Material supplied
----------

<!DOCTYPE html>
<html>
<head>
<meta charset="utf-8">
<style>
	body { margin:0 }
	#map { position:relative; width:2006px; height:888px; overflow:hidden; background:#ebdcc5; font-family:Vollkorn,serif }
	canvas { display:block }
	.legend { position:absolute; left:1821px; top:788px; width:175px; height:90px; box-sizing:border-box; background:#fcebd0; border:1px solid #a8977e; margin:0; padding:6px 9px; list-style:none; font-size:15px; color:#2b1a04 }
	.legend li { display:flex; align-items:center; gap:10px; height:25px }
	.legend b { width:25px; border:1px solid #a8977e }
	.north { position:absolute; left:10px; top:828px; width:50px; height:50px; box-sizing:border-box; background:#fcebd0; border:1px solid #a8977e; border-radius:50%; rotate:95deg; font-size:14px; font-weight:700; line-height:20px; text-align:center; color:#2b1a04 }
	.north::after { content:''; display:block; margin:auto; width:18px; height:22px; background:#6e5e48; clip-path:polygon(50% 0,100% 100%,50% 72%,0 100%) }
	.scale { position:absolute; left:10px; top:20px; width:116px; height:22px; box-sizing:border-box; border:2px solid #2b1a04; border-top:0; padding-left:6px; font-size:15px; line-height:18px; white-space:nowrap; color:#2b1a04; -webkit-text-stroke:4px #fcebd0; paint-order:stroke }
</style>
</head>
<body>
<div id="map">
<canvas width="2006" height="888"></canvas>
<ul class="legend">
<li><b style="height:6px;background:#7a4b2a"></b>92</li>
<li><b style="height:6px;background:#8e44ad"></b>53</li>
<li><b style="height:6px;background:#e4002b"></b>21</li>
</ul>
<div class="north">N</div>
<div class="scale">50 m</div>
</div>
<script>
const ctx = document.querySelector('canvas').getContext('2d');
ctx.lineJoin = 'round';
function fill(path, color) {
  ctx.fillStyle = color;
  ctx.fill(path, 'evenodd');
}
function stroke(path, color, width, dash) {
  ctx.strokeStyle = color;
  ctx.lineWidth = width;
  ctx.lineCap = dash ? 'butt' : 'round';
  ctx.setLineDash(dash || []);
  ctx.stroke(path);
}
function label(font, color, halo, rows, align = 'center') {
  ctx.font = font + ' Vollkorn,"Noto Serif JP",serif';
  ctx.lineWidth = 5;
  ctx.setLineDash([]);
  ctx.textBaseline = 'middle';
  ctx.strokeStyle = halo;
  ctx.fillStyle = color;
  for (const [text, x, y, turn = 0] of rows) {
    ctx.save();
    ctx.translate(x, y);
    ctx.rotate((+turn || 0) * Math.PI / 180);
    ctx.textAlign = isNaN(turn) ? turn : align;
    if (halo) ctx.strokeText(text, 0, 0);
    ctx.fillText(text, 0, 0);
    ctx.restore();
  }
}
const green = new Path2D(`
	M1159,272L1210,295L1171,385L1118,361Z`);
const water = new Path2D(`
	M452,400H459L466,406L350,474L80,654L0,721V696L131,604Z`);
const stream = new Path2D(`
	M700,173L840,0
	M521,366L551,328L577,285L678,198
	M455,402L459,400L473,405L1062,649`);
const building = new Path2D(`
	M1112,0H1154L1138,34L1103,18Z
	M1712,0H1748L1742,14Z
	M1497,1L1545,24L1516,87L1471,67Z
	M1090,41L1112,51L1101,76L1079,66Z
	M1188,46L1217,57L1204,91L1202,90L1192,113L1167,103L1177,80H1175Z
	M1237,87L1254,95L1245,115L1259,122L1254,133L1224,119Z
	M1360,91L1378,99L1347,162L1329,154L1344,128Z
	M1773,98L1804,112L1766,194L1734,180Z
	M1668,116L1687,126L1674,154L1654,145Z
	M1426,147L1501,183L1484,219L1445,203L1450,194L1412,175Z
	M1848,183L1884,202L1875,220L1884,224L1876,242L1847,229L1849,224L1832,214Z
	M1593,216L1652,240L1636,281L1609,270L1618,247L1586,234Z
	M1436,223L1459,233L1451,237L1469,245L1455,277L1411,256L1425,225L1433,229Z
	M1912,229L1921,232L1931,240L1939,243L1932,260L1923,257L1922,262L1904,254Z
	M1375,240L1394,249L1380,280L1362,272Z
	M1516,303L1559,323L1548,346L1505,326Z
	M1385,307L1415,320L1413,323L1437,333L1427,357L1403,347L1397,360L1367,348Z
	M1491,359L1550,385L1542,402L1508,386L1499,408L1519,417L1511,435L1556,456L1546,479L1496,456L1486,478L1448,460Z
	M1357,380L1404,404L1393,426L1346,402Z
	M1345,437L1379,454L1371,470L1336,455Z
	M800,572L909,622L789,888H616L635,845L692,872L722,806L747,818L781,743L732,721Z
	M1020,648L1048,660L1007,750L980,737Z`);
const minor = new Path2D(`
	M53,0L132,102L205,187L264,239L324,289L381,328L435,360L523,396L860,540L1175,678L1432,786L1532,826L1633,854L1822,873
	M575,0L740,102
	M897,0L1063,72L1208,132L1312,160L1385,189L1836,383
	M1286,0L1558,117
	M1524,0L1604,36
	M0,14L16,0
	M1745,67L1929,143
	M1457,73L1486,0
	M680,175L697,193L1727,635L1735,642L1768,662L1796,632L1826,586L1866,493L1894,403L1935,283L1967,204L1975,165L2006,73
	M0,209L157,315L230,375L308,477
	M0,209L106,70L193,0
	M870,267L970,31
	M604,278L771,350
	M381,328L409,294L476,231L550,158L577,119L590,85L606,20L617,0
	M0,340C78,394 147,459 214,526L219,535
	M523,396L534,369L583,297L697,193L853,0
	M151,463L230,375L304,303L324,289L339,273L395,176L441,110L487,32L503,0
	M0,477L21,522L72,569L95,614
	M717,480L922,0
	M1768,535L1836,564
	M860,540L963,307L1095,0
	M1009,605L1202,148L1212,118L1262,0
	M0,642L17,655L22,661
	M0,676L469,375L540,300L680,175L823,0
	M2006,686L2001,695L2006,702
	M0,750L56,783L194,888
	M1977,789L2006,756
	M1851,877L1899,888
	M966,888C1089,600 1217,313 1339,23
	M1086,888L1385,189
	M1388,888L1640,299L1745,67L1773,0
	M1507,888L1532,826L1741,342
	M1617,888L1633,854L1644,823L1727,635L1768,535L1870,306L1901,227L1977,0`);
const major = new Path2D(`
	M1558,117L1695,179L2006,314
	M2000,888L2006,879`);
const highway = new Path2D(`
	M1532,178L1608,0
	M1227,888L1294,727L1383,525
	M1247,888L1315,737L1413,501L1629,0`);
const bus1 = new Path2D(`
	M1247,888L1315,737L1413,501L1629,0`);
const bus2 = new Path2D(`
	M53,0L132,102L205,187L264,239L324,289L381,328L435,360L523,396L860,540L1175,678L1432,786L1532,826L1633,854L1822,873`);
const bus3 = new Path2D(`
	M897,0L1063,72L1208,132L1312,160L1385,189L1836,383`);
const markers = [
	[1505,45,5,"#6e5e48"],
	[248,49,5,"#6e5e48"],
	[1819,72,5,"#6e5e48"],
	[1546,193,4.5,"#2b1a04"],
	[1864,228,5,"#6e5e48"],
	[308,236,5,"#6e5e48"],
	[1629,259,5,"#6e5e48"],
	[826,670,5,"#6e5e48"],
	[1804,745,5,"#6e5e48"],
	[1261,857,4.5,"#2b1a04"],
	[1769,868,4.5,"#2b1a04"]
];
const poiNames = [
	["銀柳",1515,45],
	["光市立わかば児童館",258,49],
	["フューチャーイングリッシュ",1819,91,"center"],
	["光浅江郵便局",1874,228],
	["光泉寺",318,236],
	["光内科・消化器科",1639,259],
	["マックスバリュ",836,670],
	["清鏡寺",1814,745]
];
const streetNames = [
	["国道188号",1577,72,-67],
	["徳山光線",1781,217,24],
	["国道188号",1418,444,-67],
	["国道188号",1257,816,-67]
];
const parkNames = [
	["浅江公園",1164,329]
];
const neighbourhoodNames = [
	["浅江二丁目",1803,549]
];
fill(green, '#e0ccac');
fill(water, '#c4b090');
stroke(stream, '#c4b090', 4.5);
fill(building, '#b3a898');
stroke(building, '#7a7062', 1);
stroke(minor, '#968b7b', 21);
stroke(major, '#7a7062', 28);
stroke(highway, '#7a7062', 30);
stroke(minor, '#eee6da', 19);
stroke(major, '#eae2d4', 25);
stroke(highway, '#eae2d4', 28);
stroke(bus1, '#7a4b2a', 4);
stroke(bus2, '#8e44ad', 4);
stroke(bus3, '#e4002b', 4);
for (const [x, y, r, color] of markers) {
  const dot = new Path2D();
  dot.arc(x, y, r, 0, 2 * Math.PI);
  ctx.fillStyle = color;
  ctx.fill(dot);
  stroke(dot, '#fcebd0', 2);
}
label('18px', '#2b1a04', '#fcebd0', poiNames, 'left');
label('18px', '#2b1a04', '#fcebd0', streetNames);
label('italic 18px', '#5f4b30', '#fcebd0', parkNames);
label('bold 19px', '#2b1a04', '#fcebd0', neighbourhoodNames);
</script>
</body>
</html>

----------

Task requirements
Copy, please, exactly the lines that start at the first line of the data and end at the line containing "display:flex; align-items:center; gap:10px;", both kept and no others.

Task result
<!DOCTYPE html>
<html>
<head>
<meta charset="utf-8">
<style>
	body { margin:0 }
	#map { position:relative; width:2006px; height:888px; overflow:hidden; background:#ebdcc5; font-family:Vollkorn,serif }
	canvas { display:block }
	.legend { position:absolute; left:1821px; top:788px; width:175px; height:90px; box-sizing:border-box; background:#fcebd0; border:1px solid #a8977e; margin:0; padding:6px 9px; list-style:none; font-size:15px; color:#2b1a04 }
	.legend li { display:flex; align-items:center; gap:10px; height:25px }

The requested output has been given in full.